>>>>>
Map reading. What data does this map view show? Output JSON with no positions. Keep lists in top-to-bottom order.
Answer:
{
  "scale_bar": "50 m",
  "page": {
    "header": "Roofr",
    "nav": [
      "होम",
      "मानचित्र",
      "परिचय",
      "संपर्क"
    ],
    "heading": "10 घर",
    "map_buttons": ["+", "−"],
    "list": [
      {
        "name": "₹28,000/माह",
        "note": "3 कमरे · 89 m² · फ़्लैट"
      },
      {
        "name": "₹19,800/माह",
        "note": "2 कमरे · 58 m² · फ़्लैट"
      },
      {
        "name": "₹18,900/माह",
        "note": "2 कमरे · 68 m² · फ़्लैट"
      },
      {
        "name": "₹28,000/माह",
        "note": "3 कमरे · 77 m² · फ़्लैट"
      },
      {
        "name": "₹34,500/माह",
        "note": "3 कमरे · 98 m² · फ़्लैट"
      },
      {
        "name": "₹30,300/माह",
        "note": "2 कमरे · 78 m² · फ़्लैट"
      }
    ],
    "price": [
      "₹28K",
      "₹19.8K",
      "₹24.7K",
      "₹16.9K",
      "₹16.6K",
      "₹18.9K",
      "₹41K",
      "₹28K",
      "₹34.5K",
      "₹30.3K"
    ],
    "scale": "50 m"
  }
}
<<<<<
>>>>>
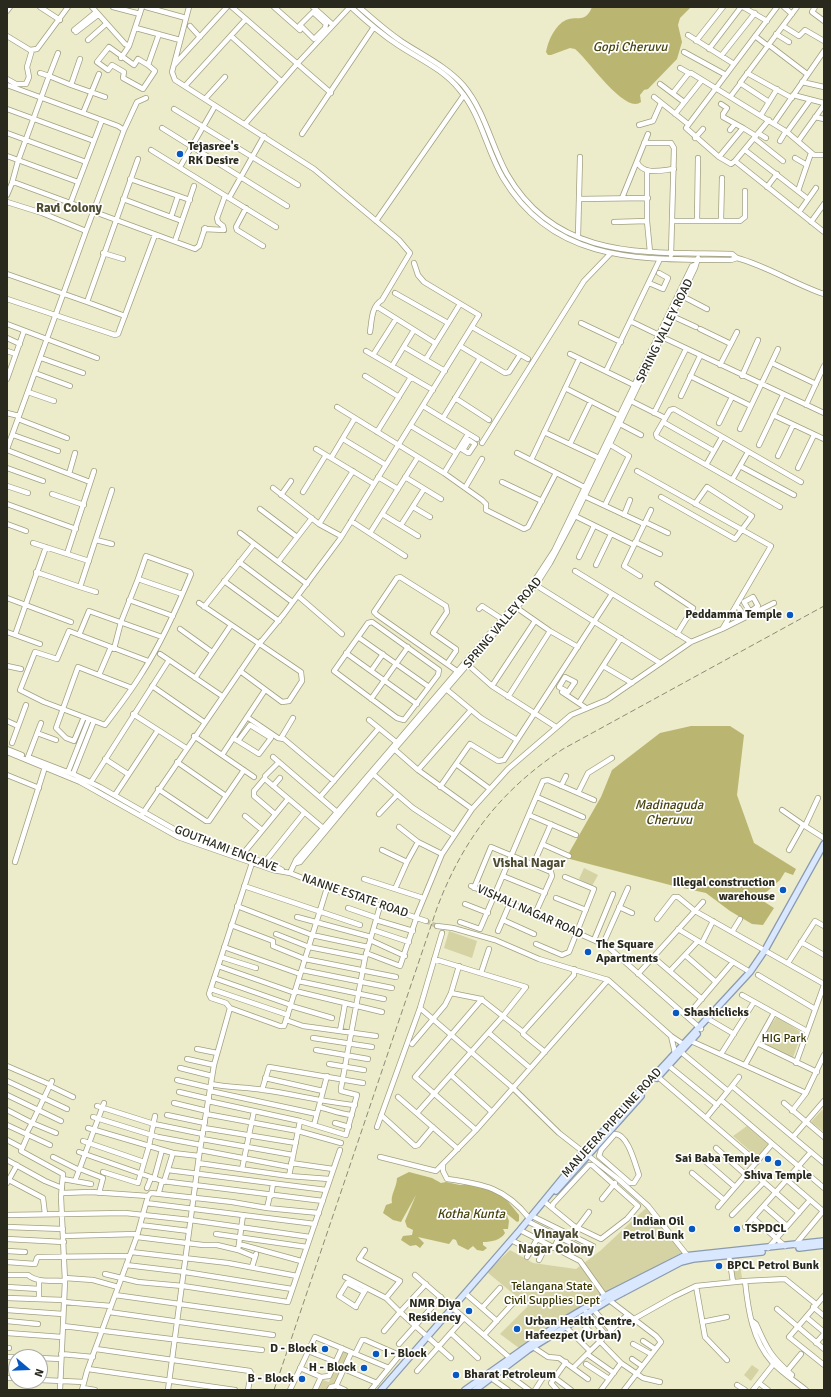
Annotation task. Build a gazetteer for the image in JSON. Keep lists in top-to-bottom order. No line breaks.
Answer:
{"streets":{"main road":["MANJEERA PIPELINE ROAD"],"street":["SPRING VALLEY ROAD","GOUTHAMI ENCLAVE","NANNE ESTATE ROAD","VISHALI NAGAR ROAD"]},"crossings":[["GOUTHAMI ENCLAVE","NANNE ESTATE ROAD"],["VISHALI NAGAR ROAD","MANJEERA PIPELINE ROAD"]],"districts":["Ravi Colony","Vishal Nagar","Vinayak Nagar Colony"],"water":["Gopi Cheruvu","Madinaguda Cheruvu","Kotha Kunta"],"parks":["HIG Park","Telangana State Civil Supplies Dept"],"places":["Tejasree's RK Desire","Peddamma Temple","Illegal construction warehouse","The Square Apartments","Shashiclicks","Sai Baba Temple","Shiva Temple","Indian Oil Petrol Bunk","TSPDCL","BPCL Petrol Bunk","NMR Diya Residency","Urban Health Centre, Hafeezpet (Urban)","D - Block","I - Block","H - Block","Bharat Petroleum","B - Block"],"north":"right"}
<<<<<
» **Task description**
Please report how many lines of the entries above include "Keep". Only the number is wanted.

» **Your solution**
2